Try it — The response must be made up of the lines in the entries below that contain "shaded".

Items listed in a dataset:

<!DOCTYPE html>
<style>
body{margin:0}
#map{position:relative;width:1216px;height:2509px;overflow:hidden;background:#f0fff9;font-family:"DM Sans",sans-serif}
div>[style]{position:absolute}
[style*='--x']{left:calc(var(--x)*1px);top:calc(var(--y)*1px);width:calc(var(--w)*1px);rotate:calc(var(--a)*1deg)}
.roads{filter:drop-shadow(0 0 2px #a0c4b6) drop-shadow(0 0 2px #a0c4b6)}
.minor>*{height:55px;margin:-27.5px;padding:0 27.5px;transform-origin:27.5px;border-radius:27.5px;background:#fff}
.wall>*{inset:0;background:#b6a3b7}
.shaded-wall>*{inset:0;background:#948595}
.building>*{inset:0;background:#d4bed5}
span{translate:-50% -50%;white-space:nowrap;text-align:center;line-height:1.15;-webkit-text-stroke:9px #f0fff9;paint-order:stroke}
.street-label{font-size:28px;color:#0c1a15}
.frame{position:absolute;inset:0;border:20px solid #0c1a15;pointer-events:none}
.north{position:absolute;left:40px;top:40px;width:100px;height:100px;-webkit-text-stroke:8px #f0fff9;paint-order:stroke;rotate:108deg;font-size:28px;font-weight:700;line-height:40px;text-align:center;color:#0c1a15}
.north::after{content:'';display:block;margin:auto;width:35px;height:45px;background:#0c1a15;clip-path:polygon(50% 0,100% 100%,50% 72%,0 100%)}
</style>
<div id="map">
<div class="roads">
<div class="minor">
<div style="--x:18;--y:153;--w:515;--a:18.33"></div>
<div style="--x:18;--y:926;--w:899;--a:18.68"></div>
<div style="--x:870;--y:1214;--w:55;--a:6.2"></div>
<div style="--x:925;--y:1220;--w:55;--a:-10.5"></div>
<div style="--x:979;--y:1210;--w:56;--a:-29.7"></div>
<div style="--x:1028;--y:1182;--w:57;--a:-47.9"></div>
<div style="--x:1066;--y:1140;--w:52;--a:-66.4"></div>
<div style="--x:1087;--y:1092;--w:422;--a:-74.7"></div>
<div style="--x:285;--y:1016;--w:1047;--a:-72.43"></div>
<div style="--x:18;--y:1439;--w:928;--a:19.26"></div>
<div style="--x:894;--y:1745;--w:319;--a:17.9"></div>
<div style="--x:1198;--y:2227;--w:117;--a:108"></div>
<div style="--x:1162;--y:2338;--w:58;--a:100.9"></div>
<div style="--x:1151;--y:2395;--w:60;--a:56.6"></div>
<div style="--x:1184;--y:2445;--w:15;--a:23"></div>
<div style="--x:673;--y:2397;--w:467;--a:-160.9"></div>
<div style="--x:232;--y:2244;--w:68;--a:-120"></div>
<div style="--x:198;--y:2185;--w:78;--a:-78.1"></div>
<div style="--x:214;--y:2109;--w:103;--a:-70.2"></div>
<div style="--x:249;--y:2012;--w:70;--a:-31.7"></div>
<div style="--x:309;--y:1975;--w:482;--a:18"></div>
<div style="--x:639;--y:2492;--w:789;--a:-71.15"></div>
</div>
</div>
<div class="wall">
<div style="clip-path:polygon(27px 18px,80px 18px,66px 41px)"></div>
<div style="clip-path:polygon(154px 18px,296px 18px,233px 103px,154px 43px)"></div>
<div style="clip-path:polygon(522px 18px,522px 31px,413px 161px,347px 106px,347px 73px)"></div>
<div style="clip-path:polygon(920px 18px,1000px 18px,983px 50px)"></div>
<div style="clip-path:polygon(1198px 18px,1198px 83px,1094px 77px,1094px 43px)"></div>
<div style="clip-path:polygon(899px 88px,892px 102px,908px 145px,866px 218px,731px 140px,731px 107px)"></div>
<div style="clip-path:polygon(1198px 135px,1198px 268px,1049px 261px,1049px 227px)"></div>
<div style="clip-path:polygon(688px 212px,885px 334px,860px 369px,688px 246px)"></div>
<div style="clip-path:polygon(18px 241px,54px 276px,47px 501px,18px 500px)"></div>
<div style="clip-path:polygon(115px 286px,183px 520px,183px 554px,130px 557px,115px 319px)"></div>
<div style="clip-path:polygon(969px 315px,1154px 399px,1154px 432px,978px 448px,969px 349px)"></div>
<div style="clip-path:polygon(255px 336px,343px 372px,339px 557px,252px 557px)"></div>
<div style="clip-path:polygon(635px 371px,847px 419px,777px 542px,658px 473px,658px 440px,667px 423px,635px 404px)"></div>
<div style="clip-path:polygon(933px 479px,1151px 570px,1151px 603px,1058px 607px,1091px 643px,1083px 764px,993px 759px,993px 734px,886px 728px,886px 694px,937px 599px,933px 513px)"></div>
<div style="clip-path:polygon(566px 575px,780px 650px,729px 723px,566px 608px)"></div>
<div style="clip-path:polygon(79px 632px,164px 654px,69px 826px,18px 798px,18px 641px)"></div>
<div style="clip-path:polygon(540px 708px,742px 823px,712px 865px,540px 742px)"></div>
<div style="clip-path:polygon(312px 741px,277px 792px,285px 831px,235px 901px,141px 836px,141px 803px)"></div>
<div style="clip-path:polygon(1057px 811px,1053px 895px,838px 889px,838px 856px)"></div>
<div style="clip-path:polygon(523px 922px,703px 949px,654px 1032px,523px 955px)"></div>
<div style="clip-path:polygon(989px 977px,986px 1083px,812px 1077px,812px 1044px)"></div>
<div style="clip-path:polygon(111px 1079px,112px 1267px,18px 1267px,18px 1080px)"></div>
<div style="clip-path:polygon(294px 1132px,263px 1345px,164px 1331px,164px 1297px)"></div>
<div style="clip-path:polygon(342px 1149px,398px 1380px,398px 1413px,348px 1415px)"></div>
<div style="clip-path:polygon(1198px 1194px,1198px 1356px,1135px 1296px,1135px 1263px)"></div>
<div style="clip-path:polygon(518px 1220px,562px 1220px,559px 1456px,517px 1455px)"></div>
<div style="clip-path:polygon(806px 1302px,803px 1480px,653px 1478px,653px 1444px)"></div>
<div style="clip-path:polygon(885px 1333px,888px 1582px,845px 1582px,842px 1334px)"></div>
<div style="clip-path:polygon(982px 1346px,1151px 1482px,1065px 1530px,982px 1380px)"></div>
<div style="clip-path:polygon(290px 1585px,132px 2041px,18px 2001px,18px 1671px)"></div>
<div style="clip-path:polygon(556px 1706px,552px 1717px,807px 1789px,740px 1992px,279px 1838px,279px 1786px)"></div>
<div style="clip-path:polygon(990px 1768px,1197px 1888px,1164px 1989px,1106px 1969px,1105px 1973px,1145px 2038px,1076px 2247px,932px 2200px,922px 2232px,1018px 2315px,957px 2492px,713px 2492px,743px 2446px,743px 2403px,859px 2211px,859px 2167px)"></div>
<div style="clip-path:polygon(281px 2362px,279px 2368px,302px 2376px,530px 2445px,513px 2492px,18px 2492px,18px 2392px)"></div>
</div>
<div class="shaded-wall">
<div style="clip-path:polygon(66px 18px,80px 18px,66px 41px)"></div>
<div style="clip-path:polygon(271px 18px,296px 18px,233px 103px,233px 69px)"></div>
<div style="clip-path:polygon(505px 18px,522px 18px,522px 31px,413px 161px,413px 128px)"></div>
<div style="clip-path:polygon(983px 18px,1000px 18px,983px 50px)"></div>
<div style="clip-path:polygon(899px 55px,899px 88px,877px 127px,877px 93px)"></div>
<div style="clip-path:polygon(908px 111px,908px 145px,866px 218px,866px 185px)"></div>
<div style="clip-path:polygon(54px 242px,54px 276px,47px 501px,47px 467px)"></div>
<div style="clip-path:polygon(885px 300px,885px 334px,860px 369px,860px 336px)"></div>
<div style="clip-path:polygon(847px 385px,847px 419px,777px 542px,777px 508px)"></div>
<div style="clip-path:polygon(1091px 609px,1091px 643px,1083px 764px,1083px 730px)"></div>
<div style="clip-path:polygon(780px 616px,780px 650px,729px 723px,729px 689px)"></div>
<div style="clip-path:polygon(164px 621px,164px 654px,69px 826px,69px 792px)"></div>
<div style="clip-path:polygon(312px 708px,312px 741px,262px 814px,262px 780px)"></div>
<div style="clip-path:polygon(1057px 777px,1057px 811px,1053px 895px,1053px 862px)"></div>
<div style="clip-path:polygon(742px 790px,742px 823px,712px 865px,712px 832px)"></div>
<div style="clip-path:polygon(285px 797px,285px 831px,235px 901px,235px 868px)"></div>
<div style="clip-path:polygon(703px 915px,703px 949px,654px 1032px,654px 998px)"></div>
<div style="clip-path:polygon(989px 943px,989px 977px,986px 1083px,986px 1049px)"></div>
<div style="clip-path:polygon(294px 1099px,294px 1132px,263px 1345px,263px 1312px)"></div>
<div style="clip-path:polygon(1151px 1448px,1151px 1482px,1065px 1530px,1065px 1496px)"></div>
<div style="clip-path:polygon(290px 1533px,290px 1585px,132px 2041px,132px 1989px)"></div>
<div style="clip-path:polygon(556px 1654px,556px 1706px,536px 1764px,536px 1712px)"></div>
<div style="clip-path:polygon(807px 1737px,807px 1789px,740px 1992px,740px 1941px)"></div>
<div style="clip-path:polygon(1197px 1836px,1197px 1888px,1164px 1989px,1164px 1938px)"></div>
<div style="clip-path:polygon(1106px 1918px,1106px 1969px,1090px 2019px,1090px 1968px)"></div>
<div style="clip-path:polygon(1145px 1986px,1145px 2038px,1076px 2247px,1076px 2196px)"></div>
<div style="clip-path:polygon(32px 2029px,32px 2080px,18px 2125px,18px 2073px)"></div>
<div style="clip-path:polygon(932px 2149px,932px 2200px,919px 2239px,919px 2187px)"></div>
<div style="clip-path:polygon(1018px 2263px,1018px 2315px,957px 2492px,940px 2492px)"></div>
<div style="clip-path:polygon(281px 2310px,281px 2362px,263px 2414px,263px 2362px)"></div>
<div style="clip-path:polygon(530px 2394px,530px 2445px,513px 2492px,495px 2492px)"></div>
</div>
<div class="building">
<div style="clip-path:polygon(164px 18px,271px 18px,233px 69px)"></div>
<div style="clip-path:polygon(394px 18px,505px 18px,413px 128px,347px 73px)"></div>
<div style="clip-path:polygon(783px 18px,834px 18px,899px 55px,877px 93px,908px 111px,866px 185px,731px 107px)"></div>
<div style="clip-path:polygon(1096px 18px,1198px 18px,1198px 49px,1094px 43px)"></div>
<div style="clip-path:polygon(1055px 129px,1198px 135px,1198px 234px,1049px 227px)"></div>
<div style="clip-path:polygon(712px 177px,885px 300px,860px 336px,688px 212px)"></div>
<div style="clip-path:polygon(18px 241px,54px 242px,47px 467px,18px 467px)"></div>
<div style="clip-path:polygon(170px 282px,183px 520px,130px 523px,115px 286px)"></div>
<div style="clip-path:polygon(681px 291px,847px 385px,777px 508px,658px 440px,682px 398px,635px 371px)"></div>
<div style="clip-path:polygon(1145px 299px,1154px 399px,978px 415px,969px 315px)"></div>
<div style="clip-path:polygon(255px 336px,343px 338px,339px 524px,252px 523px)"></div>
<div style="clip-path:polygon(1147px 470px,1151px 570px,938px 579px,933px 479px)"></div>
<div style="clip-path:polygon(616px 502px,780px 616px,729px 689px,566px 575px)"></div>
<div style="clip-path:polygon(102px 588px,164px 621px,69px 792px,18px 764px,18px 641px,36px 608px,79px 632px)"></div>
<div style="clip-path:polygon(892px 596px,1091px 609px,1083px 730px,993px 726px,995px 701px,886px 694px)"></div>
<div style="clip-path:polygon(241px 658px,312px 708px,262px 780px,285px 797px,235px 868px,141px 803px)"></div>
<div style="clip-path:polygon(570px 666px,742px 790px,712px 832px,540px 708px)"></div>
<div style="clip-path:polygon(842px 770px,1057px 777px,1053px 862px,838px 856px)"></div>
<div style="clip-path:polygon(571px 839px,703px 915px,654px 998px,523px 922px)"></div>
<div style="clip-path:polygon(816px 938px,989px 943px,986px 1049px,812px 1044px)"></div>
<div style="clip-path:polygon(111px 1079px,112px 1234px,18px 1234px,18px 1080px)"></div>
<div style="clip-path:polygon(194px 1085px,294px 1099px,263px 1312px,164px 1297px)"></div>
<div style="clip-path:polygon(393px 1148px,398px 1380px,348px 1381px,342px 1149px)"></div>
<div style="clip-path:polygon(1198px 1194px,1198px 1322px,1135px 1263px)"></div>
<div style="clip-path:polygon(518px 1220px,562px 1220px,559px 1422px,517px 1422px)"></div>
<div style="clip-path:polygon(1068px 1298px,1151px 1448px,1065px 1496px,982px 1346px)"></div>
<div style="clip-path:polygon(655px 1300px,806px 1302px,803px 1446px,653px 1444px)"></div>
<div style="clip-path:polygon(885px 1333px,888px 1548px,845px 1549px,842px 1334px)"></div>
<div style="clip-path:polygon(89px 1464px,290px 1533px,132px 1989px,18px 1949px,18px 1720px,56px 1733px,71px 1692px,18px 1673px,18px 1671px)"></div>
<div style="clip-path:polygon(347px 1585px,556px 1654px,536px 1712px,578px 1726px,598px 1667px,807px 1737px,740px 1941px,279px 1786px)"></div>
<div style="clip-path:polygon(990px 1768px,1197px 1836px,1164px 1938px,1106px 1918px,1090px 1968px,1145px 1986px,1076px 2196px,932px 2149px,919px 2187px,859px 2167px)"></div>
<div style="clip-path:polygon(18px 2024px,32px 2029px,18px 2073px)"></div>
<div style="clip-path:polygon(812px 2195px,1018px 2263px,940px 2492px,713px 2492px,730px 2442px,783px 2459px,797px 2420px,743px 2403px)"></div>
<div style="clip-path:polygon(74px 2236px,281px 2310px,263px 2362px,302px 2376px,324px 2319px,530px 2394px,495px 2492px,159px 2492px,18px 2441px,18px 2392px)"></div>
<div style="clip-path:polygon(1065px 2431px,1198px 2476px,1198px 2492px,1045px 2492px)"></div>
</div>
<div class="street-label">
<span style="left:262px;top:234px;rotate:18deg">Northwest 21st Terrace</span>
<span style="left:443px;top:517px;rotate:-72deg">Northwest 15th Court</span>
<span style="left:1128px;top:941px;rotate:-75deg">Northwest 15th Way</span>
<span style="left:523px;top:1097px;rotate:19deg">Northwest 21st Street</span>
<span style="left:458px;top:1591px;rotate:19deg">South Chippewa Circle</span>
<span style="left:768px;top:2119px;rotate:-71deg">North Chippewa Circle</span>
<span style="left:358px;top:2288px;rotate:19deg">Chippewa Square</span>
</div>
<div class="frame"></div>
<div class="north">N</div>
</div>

Task solution —
.shaded-wall>*{inset:0;background:#948595}
<div class="shaded-wall">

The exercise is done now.